Mobilising private capital
As conventional financing channels struggle to meet the growing infrastructure and sustainability needs of the 21st century, Apollo is using its scale and agility as a private capital provider to close critical investment gaps.
“We aim to be a partner of choice in the new economy, where energy demands are growing,” comments Scott Kleinman, Co-President of Apollo Asset Management.
“Our strengths, long-term, flexible capital; deep client relationships; and a solutions-oriented mindset, coupled with our sustainability expertise, allow us to address complex, large-scale financing needs that public markets cannot address alone.”
Apollo’s total assets under management reached US$751bn in 2024, with significant allocations directed towards climate-aligned investments across its Credit, Equity and Real Assets divisions.
The firm also conducted climate scenario analysis on US$58bn in assets, using NGFS pathways to evaluate how investment portfolios may respond under different climate transition outcomes, from orderly adjustments to disorderly shocks.
In parallel, Apollo enhanced its internal decision-making tools to include environmental risk flagging, carbon benchmarking and financial modelling of emissions reduction scenarios, enabling more informed engagement with portfolio companies.
Advancing the energy transition
Apollo’s approach to sustainability is not limited to environmental targets but includes a broad agenda to support inclusive growth, workforce opportunity and social impact across its investment ecosystem.
“Apollo plays a key role here.
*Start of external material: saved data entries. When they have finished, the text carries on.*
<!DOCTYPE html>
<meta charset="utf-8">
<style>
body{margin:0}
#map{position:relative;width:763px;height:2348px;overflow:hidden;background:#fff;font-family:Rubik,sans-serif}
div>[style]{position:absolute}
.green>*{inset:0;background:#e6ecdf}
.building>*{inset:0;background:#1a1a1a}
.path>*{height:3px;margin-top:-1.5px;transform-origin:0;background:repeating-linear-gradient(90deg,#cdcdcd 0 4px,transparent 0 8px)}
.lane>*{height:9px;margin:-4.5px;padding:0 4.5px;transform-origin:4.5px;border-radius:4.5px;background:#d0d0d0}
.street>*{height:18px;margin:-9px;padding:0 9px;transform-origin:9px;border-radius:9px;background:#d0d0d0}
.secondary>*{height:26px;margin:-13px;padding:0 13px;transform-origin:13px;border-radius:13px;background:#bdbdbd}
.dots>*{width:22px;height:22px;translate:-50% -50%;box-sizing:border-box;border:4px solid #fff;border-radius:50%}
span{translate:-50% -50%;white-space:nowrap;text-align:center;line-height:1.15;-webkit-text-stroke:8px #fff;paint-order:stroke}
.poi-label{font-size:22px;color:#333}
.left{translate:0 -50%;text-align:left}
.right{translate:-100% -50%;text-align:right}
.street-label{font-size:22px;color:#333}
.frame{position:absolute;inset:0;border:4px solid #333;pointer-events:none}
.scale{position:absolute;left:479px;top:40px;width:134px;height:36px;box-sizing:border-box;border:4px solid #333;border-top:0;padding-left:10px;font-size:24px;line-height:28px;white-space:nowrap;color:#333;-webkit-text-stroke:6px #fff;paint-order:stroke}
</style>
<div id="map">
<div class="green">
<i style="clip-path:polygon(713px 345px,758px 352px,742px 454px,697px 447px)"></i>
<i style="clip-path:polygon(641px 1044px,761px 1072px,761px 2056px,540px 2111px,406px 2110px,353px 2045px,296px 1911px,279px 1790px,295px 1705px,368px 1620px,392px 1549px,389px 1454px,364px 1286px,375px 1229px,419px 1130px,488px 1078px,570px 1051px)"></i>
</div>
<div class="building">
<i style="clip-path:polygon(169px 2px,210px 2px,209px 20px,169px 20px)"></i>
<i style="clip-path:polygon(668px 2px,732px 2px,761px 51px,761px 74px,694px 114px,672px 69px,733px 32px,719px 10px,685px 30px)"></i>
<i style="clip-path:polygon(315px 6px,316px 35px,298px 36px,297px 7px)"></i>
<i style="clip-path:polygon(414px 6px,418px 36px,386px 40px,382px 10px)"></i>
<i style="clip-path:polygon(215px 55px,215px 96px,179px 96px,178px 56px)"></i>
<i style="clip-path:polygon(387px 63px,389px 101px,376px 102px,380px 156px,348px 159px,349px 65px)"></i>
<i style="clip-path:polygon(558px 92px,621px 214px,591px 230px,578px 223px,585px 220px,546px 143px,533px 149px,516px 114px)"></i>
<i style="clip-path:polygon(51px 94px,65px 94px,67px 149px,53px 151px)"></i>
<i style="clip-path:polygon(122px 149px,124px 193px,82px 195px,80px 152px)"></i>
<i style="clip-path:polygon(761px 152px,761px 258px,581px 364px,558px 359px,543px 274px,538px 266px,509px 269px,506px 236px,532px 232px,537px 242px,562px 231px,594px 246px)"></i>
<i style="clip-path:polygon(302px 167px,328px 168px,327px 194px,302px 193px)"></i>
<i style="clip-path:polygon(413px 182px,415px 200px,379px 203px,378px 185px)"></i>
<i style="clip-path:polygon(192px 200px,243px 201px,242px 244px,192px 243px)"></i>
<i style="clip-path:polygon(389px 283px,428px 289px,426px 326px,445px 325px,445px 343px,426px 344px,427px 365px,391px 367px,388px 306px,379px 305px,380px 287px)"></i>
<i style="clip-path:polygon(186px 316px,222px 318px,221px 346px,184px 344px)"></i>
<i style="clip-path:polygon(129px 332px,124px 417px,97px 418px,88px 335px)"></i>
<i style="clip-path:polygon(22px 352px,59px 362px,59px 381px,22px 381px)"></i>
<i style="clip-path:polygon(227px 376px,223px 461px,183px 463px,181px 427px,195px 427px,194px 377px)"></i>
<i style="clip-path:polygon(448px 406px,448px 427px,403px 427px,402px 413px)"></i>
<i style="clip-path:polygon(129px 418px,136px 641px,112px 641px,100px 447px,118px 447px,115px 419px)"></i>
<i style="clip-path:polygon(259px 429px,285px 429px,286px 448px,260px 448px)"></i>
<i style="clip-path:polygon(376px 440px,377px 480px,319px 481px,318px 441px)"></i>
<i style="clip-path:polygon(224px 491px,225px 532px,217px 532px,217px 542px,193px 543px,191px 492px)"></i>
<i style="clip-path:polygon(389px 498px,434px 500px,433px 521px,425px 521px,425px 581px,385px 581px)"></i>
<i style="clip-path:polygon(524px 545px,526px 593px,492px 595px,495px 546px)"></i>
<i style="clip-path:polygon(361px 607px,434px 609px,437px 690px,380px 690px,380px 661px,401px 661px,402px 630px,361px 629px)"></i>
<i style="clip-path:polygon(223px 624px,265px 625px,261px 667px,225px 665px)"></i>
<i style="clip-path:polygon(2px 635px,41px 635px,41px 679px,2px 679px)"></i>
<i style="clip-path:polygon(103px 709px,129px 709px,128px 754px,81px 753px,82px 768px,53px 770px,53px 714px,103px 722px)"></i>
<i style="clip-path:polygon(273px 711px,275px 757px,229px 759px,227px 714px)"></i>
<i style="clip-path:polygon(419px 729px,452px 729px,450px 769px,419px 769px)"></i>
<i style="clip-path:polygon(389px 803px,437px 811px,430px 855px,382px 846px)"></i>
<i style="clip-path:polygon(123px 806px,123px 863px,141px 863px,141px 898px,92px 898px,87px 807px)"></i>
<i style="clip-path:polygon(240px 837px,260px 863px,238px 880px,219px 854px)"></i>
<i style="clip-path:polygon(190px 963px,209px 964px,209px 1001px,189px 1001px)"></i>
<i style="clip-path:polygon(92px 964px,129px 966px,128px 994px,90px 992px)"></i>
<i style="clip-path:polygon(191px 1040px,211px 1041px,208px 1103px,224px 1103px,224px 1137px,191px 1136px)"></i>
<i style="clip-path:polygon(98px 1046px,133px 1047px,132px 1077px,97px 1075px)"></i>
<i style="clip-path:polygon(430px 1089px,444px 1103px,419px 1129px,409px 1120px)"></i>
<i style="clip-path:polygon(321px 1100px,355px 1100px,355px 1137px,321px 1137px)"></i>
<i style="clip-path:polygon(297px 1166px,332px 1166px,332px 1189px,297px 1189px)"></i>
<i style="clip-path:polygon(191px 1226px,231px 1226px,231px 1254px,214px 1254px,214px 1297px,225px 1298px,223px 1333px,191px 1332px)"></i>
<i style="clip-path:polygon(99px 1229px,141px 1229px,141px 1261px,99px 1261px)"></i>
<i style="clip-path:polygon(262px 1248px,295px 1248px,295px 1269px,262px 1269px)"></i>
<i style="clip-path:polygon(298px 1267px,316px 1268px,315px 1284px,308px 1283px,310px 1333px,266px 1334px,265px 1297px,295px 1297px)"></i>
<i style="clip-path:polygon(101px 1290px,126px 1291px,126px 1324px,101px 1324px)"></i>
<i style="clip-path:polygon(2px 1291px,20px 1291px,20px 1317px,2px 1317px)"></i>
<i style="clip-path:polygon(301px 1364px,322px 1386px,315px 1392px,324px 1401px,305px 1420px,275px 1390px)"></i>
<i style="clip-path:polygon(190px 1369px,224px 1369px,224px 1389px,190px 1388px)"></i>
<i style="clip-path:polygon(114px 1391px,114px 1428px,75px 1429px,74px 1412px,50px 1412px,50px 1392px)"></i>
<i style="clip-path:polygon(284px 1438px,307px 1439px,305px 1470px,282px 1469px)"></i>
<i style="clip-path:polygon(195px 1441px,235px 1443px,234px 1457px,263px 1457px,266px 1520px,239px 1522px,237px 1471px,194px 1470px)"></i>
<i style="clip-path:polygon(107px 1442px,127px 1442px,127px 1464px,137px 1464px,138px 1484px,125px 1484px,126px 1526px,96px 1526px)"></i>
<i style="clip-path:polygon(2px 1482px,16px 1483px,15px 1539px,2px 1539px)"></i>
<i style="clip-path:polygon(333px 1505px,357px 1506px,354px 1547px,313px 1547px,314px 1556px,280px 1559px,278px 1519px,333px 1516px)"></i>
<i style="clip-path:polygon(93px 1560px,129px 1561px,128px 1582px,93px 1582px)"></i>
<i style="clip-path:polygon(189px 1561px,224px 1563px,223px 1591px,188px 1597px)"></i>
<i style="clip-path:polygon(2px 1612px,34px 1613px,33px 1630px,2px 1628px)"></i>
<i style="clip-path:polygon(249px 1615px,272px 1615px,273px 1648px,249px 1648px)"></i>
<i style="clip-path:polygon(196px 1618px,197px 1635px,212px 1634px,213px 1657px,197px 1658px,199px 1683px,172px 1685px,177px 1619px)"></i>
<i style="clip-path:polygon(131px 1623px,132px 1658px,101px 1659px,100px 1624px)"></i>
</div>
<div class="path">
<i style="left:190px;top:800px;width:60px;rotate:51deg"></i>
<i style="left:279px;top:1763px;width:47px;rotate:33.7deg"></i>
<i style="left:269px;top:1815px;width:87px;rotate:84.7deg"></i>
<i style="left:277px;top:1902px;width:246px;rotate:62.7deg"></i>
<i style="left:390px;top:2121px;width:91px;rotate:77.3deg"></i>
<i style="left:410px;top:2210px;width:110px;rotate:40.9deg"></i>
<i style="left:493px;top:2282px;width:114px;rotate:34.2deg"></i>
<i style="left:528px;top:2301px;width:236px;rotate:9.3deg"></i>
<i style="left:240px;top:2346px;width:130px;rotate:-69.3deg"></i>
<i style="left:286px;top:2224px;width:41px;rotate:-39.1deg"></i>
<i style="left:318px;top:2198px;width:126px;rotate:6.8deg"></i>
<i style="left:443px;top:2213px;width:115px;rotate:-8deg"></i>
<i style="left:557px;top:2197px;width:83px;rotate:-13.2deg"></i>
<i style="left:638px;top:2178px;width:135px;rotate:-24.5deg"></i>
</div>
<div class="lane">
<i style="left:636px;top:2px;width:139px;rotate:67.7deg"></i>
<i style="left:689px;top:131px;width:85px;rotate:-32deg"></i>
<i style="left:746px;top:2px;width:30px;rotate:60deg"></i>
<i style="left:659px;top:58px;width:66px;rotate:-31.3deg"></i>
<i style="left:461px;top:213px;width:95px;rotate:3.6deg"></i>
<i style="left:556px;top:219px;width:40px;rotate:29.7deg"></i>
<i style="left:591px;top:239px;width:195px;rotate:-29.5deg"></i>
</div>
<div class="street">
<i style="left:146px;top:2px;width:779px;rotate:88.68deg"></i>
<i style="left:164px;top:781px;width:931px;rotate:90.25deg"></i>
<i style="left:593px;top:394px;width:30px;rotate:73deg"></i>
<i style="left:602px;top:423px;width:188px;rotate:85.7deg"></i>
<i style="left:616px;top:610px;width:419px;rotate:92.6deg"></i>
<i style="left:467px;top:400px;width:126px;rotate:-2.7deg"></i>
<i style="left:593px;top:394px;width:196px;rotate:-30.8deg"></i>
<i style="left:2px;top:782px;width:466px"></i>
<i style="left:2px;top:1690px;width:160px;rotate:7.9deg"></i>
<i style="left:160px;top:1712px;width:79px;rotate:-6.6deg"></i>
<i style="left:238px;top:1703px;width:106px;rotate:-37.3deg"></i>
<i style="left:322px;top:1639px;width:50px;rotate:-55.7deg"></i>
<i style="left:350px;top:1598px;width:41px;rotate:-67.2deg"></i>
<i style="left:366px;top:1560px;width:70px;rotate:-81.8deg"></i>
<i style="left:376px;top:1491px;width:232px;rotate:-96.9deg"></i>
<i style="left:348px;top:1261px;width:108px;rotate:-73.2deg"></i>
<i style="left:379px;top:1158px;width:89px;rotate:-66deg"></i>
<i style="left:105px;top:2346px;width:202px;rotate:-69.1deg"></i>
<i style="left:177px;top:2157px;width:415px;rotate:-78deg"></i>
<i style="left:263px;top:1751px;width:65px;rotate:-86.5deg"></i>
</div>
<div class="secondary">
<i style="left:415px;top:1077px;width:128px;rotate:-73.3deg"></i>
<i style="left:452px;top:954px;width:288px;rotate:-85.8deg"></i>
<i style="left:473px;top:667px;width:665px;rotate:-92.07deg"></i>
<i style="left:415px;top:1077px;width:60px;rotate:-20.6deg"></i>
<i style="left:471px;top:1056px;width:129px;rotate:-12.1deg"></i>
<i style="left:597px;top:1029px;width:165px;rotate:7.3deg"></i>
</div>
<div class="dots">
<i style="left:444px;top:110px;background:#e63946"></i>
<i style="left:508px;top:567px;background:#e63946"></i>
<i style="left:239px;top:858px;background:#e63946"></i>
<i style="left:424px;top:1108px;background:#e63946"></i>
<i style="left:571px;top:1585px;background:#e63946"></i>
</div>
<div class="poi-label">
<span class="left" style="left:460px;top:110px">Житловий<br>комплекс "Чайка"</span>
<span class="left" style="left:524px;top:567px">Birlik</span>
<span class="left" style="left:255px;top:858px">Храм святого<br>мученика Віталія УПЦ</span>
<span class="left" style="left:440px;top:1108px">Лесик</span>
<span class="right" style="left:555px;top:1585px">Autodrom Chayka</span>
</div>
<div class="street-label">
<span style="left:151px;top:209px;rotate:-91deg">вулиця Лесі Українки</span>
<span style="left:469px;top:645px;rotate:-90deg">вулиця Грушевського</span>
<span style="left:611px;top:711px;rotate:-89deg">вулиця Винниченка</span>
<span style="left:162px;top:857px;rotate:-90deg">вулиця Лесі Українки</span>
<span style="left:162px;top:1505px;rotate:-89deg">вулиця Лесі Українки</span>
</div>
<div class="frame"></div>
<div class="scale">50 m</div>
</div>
Private capital is essential to bridging the gap where traditional funding falls short and we see opportunities to deploy long-term capital in ways that drive both strong returns and meaningful value creation,” says Dave.
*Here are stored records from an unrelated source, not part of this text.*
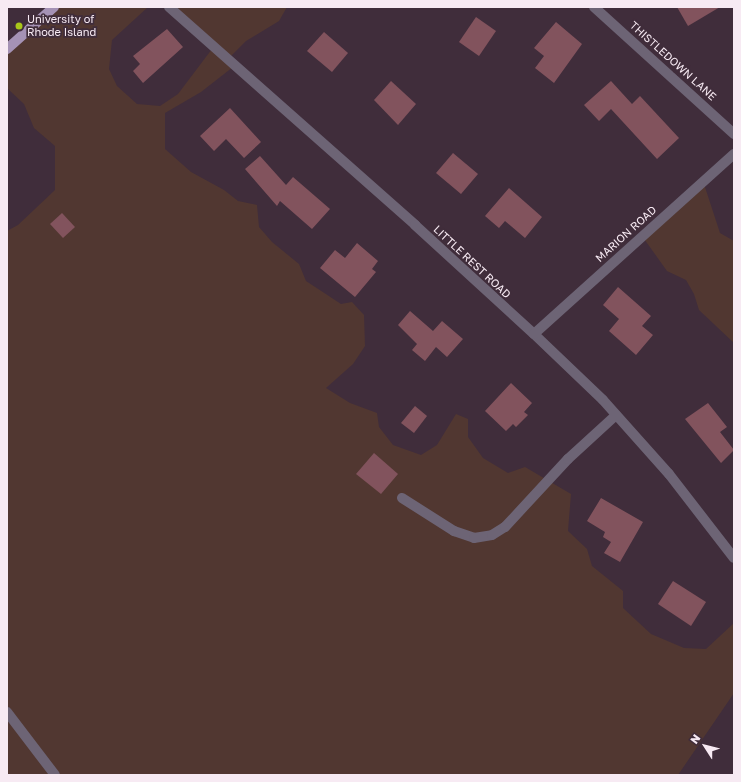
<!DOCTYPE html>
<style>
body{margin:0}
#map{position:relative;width:741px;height:782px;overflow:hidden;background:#402d3b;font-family:"Golos Text",sans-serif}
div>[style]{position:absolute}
.green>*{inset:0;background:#513731}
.building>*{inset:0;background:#82535d}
.lane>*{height:10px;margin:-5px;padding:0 5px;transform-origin:5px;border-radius:5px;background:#6d6475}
.street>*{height:10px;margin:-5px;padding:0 5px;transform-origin:5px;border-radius:5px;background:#6d6475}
.primary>*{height:10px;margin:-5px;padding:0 5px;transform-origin:5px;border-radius:5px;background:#a592b5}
.dots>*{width:11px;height:11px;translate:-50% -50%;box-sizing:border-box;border:2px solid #402d3b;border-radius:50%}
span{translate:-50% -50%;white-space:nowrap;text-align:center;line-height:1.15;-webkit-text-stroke:3.5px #402d3b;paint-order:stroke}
.poi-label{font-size:11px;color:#f7eaf3}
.left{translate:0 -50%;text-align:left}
.street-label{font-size:11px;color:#f7eaf3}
.frame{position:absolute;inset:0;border:8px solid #f7eaf3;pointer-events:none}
.north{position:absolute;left:685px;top:726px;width:40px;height:40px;-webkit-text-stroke:3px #402d3b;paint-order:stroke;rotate:306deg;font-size:11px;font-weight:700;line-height:16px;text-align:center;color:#f7eaf3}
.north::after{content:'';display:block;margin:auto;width:14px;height:18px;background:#f7eaf3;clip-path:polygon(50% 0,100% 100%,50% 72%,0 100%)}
</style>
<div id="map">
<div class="green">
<i style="clip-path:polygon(59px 7px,148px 7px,112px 40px,109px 69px,117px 86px,137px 104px,160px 106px,178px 94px,212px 49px,171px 7px,287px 7px,279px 21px,246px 41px,227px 60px,233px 67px,201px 92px,165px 113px,165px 149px,191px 172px,224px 190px,238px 201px,257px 205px,259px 227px,272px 242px,299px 264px,306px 281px,341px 304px,352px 302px,364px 315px,365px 346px,353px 364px,326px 388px,350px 403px,377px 413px,379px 427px,393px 445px,421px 455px,437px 445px,456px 414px,468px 419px,468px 437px,483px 458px,508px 473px,525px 467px,571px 494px,568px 531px,587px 549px,592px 566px,623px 591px,623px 608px,651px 634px,684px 648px,706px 649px,734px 623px,734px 693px,678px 775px,7px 775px,7px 231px,18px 225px,55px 190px,55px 146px,34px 128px,24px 104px,7px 88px,7px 53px)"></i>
<i style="clip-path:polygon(703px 181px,720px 233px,734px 241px,734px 343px,699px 310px,694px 294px,686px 280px,667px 271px,642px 236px)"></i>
</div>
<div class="building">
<i style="clip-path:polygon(677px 7px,720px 7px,688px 26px)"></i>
<i style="clip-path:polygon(476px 17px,496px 31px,479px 56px,459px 42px)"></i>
<i style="clip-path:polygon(556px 22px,582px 44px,554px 83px,535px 68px,544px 56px,534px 48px)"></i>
<i style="clip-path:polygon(167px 29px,183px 47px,143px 83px,133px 71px,140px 64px,133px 56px)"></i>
<i style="clip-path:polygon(324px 32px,348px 53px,332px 72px,307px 51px)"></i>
<i style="clip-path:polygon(391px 81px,416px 104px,398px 125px,374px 100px)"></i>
<i style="clip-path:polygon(611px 81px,632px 104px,640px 96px,679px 138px,657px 159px,611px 109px,599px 121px,584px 105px)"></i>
<i style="clip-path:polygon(230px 108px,261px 142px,244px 158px,226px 139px,214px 151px,200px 136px)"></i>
<i style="clip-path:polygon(453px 153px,478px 174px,461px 194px,436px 173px)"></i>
<i style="clip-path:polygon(260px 156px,286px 185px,293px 177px,330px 209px,312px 229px,280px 201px,277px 206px,245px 169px)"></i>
<i style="clip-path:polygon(509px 188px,542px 217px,525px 238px,505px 221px,499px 228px,485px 216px)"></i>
<i style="clip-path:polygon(62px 213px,75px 227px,63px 238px,50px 224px)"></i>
<i style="clip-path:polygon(357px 243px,378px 261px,372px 269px,376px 272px,355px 297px,320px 268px,335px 250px,345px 258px)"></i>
<i style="clip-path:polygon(618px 287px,651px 316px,642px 326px,653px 335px,636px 355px,609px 331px,619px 319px,603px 305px)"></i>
<i style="clip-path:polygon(410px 311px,433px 331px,442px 321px,463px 339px,447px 357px,436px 347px,425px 361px,412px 350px,417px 344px,398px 325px)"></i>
<i style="clip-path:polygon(511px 383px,532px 403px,524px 412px,528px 415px,516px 427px,513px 424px,506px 431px,485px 411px)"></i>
<i style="clip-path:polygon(708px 403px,727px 427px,720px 432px,734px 450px,721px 463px,685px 419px)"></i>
<i style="clip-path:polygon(415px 406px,427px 416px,414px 433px,401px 423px)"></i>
<i style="clip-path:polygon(374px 453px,398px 474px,381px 494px,356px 474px)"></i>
<i style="clip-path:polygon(601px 498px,643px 522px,620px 562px,604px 553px,611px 542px,603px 537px,605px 532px,587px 521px)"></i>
<i style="clip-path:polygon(673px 581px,706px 602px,691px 626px,658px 604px)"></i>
</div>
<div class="lane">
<i style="left:402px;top:498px;width:62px;rotate:32.4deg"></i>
<i style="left:454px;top:531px;width:21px;rotate:19deg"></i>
<i style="left:474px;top:538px;width:18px;rotate:-9deg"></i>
<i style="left:492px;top:535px;width:15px;rotate:-32deg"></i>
<i style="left:505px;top:527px;width:93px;rotate:-47.2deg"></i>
<i style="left:568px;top:459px;width:65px;rotate:-42.5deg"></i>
</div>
<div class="street">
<i style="left:169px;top:7px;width:329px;rotate:41.5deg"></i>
<i style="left:415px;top:225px;width:161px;rotate:42.5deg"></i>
<i style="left:534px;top:334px;width:95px;rotate:43.7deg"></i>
<i style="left:603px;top:400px;width:99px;rotate:48.3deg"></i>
<i style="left:669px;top:474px;width:106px;rotate:52.3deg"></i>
<i style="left:594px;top:7px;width:189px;rotate:42.2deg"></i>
<i style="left:534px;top:334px;width:269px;rotate:-42deg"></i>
<i style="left:7px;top:712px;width:79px;rotate:52.7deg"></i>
</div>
<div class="primary">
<i style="left:7px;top:49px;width:63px;rotate:-41.8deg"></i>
</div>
<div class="dots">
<i style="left:19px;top:26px;background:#a9c71a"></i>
</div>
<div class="poi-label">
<span class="left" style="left:27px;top:26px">University of<br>Rhode Island</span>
</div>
<div class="street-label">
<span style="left:673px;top:61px;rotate:42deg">THISTLEDOWN LANE</span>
<span style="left:626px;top:234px;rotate:-42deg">MARION ROAD</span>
<span style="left:472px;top:262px;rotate:43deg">LITTLE REST ROAD</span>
</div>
<div class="frame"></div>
<div class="north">N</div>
</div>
“One of the biggest areas is in advancing the energy transition where we are investing in scalable, resilient solutions that will power industries for decades.
“As these needs grow, we’re well positioned to help shape the next era of industrial investment.”
In support of this ambition, Apollo launched Apollo Empower, a cross-portfolio initiative focused on improving job quality, wages and training opportunities for workers at portfolio companies.
The firm also made strides in community engagement, with more than 20,400 hours volunteered by Apollo employees in 2024 across more than 300 service events.
Through the Athene United Way campaign alone, Apollo’s staff raised more than US$3m to support local communities, with 92% employee participation.
Diversity and inclusion remain a priority, with 43% of Apollo’s global workforce identifying as women and 28% of US employees identifying as ethnically diverse.